Accounting professors David P. Weber and Yanhua Sunny Yang‘s research, appearing in the March/April issue of the prestigious publication The Accounting Review, sheds light on accounting regulations that seem to inadvertently foster increased debt among smaller firms.

For some years, growing corporate debt has evoked concern among financial observers. The financial burden may, in part, be the result of low interest rates, but regulatory factors have been implicated as well. Weber and Yang investigated federal accounting regulations that may have had the unintended effect of encouraging indebtedness among small firms.

Those regulations are Section 404 of the Sarbanes-Oxley act (SOX 404) and an exemption that permits small firms to avoid an expensive requirement of this provision. The exemption considerably increases the likelihood that small firms qualifying for it will fund growth by incurring debt rather than by selling common stock. SOX 404, a response to corporate accounting scandals circa 2000, mandates large firms to meet expensive corporate management and auditing requirements related to internal controls. Smaller firms can qualify for exemptions to the audit requirements for internal controls. The exemption applies to firms with public float (the value of company shares held by the public at large) of less than $75 million.

But, the UConn researchers said, the exemption can impact the financial choices of firms near the exemption threshold, making common equity more costly and additional debt relatively less so.

“Certainly one potential cost of taking on more debt than would otherwise be optimal is the increased risk of financial stress in the event of a negative economic shock, such as the current coronavirus situation,” Weber said.

Yang and Weber analyzed 1,095 small public firms, over a 15-year span, and discovered strikingly different patterns in raising capital between those slightly above the SOX-mandated threshold and those slightly below it. Before SOX, both groups were equally likely to issue common stock as a means of external financing.
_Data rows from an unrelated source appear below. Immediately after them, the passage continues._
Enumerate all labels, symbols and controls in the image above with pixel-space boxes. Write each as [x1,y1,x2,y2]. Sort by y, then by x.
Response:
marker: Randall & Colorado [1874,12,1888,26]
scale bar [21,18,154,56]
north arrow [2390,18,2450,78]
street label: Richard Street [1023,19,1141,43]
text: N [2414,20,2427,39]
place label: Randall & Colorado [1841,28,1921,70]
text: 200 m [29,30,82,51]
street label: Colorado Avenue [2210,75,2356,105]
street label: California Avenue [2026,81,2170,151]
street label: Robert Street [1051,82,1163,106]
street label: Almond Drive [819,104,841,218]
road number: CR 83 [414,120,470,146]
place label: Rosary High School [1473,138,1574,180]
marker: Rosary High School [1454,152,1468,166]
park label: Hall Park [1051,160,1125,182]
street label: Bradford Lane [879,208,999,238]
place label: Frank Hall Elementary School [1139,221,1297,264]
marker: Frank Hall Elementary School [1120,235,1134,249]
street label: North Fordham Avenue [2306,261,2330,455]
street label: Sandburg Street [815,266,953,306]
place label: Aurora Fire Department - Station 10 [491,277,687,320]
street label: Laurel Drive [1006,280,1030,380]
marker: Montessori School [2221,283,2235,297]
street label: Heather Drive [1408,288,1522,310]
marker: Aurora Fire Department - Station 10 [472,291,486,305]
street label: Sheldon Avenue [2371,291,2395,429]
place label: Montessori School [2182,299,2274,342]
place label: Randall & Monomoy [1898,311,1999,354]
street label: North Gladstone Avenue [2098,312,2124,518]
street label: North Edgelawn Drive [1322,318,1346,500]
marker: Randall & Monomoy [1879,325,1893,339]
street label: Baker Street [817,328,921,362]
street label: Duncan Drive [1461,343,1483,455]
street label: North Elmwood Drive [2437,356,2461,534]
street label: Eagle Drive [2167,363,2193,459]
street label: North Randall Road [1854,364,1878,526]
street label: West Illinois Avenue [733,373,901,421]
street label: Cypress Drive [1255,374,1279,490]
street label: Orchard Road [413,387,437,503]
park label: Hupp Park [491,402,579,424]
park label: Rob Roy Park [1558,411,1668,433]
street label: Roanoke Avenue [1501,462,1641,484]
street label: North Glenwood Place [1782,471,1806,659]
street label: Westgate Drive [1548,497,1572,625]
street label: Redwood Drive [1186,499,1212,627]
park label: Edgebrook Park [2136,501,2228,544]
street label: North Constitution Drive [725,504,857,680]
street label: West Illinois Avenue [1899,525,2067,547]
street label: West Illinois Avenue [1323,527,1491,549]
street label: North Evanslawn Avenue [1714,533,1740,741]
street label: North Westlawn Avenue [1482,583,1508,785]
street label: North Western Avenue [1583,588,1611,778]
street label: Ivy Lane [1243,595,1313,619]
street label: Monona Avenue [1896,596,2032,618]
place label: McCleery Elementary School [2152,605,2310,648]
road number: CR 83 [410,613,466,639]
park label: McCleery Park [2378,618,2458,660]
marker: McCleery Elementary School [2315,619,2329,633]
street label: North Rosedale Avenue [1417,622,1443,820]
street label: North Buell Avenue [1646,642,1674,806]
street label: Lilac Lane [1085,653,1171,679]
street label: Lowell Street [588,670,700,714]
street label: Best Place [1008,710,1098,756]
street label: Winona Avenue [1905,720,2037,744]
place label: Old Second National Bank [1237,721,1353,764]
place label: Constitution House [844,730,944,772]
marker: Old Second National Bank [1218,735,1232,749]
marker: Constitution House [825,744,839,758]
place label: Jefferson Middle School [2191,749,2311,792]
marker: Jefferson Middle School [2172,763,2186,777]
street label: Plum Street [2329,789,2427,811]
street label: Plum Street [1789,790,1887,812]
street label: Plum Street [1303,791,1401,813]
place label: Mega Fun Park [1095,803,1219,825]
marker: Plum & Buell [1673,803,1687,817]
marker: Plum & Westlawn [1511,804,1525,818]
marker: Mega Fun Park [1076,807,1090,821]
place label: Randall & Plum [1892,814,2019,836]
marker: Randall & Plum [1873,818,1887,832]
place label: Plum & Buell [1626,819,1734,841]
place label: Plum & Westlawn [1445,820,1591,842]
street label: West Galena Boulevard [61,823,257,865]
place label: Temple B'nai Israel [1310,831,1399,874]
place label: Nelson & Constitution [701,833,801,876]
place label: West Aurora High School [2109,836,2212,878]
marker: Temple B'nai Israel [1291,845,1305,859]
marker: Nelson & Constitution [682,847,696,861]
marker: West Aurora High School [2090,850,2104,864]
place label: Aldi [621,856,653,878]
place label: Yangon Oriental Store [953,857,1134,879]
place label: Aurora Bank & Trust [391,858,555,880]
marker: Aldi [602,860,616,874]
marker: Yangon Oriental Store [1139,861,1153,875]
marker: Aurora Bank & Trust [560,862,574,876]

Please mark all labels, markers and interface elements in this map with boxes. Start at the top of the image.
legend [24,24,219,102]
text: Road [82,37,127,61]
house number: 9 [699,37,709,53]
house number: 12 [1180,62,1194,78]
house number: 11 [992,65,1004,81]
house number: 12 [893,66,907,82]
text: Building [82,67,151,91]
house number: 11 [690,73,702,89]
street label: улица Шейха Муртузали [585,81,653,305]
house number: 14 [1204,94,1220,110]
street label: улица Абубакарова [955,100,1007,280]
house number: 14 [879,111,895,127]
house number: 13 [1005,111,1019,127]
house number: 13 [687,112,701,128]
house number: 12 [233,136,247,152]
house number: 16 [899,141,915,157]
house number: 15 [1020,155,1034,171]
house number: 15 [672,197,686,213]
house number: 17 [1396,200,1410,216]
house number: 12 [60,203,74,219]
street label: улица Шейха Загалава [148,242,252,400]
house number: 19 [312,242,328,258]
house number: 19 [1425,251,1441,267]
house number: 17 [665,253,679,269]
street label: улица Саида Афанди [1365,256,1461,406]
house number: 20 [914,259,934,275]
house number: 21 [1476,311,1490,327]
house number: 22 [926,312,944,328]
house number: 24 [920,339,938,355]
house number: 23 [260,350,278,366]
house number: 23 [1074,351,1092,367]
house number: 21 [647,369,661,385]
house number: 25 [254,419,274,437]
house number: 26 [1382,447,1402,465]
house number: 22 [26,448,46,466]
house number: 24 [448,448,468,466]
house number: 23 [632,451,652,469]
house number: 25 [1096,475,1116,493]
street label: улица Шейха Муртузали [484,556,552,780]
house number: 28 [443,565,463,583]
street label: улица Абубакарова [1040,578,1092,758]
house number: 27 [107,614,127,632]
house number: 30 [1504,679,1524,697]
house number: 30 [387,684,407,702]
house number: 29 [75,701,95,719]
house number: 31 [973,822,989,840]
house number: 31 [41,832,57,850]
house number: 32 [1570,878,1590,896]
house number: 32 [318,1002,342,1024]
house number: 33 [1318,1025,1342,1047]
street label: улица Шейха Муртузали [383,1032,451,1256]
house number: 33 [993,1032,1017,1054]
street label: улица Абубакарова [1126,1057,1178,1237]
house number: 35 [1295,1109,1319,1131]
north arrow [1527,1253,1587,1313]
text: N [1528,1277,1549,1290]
But after SOX, the below-threshold firms were, on average, 19.4 percent less likely to issue common stocks than those above the threshold.

“The study’s value, we believe, is in alerting regulators to a heretofore unrecognized, though important, effect of SOX 404 and, more generally, of basing regulatory exemptions on equity values,” Weber said. Although the study does not prescribe an optimal exemption threshold, it may be informative to policy makers who weigh the balance between regulatory burdens and investor protection.

Indeed, the SEC recently adopted new rules that, going forward, will expand the exemption to firms with revenues less than $100 million. “It will be interesting to see if this new provision affects regulatory avoidance in the future,” Yang said.